The answer must be every line of the records in which the string "heat" appears.

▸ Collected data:
- - - - -
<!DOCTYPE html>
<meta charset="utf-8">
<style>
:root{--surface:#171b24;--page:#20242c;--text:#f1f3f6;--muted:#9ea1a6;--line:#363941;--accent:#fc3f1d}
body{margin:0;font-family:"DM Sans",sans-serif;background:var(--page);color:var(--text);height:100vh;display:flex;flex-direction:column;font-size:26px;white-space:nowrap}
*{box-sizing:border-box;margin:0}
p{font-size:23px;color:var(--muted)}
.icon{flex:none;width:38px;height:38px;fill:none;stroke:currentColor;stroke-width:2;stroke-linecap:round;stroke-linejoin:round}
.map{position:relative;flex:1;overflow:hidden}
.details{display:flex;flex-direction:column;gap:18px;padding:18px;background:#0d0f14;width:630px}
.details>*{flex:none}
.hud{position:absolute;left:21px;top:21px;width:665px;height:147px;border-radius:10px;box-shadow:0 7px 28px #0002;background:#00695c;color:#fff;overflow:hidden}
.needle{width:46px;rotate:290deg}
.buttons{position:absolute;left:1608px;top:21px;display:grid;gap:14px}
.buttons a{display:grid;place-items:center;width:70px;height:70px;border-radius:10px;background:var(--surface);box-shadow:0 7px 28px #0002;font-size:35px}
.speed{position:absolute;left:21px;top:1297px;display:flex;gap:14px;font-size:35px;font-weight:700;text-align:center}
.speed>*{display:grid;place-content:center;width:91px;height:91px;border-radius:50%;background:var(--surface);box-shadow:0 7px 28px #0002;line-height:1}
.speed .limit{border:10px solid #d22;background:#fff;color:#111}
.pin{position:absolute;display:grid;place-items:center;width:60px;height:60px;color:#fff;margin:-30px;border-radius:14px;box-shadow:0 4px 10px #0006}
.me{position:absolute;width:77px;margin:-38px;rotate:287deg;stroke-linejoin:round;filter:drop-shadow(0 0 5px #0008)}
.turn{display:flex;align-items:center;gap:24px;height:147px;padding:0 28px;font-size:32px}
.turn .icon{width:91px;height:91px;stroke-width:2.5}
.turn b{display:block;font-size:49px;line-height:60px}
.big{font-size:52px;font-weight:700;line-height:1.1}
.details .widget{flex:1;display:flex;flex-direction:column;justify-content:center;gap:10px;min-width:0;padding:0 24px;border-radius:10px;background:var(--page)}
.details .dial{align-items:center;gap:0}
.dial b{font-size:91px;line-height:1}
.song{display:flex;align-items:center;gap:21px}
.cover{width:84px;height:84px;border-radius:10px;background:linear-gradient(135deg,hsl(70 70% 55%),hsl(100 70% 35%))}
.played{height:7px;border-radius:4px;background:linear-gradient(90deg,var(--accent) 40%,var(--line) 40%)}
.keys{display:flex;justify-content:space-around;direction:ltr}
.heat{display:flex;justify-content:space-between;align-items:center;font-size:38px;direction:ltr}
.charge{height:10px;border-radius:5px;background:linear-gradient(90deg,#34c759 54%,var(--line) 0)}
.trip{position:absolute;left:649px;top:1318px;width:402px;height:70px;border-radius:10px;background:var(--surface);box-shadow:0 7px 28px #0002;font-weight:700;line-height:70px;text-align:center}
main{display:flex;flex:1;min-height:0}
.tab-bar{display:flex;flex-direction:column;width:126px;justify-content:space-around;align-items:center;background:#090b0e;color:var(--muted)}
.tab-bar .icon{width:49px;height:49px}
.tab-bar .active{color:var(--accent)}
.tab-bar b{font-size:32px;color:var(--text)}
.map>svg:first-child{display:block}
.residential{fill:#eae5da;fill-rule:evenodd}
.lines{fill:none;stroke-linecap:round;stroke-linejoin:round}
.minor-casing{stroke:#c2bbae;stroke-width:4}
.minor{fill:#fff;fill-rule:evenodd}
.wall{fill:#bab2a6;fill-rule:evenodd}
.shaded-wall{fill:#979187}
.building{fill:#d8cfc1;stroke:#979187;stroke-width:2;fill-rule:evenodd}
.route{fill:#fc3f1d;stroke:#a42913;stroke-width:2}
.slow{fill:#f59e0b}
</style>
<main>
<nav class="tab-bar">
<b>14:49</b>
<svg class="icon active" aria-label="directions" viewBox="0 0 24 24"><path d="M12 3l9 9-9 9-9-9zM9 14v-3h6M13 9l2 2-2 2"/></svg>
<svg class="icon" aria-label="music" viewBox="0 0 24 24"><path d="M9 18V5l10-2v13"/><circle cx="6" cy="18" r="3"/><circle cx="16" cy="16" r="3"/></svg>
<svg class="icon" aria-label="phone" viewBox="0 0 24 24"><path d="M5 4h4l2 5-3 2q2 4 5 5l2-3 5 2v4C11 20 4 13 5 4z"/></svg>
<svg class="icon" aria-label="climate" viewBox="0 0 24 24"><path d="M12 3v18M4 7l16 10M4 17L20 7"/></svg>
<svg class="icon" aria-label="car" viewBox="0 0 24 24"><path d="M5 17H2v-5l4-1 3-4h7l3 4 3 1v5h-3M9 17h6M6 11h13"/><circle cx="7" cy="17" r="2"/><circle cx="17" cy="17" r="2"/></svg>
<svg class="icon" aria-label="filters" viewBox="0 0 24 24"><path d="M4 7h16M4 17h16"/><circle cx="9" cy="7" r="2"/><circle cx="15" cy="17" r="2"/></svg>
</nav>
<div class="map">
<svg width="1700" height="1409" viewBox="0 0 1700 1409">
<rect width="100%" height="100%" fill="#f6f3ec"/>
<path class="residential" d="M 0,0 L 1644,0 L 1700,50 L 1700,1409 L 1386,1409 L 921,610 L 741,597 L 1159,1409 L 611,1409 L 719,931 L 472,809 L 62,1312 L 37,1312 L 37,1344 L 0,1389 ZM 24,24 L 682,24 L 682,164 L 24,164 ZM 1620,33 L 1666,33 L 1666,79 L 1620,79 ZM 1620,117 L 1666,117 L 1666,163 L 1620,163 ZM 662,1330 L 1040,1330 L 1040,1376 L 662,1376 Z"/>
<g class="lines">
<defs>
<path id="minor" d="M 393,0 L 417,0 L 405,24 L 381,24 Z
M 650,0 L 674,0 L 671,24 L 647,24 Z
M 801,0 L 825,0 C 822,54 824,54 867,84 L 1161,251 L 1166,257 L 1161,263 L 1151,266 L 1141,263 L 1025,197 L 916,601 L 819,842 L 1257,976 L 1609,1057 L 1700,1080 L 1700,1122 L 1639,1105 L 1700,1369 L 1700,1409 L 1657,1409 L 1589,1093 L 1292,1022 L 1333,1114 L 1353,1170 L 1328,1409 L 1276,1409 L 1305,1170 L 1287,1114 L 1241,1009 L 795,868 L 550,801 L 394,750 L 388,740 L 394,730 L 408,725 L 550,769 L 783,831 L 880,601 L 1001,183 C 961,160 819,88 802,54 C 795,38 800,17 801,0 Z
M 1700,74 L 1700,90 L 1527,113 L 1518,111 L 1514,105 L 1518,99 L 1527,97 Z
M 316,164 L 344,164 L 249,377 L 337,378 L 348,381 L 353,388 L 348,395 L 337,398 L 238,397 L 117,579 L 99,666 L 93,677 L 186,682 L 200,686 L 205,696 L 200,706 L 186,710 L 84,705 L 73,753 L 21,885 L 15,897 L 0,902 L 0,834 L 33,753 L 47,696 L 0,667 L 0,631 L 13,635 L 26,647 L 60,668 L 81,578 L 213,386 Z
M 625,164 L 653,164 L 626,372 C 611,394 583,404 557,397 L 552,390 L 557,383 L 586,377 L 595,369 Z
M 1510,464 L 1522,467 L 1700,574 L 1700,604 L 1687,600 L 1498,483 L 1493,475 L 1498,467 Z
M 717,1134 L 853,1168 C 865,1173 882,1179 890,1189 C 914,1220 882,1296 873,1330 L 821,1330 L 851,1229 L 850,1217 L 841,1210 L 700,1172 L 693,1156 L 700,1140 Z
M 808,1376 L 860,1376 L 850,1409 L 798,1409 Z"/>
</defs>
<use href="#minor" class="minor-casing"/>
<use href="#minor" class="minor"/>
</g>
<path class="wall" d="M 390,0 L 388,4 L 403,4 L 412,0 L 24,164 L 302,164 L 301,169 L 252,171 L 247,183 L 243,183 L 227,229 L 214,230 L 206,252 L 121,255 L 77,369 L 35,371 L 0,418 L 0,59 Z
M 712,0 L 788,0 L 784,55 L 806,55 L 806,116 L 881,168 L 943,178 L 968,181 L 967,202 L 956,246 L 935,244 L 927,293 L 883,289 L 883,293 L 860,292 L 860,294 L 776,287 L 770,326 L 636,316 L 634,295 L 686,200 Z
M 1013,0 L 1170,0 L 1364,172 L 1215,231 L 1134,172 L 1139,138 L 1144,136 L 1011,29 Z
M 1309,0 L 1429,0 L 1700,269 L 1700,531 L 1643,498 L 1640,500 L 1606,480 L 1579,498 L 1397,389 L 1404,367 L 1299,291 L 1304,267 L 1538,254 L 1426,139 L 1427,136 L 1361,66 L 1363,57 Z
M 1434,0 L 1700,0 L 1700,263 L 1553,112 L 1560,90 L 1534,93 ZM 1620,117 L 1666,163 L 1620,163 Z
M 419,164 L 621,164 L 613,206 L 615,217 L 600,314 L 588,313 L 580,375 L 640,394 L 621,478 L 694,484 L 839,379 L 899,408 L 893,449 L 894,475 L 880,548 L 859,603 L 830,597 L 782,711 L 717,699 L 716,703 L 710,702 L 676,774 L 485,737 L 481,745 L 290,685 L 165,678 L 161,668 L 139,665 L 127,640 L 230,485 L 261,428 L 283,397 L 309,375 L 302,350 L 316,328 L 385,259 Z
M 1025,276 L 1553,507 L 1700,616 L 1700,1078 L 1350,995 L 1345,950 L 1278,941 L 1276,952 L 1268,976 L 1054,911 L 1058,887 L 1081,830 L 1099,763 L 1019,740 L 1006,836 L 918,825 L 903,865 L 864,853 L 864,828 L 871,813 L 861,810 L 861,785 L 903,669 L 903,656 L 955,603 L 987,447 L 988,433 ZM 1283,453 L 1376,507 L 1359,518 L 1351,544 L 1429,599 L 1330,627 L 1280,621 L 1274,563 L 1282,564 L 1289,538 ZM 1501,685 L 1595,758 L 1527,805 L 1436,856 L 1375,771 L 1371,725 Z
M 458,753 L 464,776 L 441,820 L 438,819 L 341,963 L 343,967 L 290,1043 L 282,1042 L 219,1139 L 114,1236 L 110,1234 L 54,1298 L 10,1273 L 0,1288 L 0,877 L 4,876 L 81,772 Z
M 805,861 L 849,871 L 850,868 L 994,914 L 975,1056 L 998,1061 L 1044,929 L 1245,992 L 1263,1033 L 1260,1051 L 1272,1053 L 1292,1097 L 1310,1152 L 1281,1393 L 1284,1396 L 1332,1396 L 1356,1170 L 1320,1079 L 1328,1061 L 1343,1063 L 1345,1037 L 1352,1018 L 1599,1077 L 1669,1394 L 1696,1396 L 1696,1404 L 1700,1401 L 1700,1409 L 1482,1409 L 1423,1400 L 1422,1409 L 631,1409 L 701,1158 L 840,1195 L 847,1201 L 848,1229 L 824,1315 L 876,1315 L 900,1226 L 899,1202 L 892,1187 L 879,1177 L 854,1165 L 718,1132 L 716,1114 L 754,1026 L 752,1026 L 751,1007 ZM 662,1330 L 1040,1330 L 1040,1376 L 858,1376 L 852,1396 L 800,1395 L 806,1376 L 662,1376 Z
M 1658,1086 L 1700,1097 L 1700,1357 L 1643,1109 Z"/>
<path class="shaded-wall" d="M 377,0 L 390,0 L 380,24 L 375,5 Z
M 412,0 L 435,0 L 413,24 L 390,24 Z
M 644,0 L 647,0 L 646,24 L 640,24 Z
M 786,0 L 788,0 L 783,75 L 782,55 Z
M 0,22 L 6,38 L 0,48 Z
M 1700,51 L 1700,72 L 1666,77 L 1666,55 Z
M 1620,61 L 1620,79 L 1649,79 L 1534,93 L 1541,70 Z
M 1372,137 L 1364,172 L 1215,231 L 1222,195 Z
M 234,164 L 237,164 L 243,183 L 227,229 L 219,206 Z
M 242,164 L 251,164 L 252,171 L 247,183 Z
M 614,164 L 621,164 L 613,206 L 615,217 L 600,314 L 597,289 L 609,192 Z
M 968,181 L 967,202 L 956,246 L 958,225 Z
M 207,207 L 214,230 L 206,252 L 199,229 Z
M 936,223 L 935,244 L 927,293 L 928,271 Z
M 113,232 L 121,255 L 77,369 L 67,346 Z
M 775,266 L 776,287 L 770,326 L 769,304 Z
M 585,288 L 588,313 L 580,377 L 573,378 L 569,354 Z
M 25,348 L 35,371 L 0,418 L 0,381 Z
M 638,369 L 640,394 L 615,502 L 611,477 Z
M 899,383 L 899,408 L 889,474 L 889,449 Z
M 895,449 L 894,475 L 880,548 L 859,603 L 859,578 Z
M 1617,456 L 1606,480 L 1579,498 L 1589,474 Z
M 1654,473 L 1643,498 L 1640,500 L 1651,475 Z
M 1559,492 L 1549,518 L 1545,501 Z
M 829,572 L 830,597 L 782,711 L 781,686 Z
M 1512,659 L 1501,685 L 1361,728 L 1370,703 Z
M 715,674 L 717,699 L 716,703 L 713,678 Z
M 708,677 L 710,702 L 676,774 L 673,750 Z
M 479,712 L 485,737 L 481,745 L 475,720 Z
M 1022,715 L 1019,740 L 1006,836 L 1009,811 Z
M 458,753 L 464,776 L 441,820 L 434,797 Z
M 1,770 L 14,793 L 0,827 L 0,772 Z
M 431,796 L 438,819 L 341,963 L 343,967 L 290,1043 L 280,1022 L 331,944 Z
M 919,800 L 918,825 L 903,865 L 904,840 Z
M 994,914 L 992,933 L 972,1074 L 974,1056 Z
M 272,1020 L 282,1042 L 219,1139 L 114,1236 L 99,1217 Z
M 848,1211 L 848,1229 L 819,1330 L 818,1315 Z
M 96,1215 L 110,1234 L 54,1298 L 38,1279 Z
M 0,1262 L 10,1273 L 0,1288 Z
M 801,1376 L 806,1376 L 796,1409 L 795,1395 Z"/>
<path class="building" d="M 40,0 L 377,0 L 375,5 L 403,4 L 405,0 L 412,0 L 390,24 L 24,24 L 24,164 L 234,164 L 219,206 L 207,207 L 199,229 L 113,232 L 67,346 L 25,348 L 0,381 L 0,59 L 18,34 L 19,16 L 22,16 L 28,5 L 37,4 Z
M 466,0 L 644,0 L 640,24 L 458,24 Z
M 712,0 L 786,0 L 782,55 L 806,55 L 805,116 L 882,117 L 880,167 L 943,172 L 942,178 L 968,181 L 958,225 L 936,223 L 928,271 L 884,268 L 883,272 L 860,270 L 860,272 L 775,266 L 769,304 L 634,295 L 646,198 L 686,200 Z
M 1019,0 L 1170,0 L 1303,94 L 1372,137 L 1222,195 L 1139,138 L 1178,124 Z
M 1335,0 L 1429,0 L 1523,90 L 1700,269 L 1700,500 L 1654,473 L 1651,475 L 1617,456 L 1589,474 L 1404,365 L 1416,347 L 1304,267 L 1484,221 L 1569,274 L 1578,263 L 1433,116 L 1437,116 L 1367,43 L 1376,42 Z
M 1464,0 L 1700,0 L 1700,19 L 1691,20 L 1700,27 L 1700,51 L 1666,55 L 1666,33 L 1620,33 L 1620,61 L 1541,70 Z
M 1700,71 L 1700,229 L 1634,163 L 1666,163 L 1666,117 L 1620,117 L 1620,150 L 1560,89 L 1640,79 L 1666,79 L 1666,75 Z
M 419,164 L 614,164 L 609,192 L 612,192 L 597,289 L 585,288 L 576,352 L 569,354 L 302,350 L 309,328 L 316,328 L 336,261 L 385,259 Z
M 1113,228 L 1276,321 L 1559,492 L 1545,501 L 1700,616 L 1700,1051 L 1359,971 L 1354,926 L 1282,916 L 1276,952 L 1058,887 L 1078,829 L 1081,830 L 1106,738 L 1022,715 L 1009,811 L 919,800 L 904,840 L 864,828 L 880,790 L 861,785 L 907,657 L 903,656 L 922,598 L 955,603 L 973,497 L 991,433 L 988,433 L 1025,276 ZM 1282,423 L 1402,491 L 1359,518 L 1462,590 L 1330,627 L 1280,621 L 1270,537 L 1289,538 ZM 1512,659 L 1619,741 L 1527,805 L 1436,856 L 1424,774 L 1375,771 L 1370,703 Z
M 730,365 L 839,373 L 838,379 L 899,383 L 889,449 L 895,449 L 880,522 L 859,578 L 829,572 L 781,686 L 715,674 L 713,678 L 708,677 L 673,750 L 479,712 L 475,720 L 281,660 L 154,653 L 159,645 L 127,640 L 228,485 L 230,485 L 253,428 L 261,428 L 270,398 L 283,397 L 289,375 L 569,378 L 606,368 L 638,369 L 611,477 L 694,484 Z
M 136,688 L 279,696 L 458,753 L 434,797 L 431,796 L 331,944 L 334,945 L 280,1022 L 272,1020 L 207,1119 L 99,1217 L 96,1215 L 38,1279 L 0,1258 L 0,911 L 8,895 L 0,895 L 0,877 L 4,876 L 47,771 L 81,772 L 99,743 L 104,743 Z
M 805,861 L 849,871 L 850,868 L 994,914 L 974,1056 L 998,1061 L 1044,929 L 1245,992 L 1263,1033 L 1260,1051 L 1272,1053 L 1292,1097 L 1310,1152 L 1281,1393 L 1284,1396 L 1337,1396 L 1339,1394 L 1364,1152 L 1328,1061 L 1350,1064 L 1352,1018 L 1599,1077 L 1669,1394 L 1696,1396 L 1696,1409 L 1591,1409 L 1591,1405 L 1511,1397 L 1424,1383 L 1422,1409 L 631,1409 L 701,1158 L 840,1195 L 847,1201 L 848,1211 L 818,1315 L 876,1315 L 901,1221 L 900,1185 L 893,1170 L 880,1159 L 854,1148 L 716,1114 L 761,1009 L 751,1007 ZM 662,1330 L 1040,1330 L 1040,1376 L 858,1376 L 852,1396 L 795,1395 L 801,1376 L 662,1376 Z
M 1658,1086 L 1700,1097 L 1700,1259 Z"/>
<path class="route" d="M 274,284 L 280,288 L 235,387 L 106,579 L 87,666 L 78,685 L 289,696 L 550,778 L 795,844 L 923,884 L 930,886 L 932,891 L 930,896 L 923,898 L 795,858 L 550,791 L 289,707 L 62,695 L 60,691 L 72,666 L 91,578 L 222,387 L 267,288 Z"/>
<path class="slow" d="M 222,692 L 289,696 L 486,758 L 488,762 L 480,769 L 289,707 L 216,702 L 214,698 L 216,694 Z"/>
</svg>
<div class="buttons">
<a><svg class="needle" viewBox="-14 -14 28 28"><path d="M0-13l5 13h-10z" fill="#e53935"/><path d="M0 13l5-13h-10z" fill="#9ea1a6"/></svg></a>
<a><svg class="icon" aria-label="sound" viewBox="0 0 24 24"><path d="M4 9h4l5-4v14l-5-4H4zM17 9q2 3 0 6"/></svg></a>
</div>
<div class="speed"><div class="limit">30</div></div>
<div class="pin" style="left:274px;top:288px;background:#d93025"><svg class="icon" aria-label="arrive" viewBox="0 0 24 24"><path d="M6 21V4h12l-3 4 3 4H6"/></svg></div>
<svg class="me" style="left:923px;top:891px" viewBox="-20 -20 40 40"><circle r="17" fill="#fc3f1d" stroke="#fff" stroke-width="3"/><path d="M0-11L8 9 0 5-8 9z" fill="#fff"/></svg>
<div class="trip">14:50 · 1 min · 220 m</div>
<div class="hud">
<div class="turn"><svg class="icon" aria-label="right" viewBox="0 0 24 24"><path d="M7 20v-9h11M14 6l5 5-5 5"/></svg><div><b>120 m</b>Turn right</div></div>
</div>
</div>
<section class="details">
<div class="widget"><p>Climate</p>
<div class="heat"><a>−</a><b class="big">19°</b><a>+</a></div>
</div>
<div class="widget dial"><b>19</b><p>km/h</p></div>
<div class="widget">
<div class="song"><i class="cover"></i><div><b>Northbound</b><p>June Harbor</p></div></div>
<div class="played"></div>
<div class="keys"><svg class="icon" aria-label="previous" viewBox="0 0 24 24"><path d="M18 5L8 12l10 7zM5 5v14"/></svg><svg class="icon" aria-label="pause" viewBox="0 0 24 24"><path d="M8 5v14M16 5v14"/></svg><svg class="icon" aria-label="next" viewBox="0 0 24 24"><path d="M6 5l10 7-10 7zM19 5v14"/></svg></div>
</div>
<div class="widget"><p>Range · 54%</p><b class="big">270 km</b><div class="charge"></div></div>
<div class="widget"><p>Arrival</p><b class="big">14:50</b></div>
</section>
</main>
- - - - -
▸ WRITTEN RESPONSE:
.heat{display:flex;justify-content:space-between;align-items:center;font-size:38px;direction:ltr}
<div class="heat"><a>−</a><b class="big">19°</b><a>+</a></div>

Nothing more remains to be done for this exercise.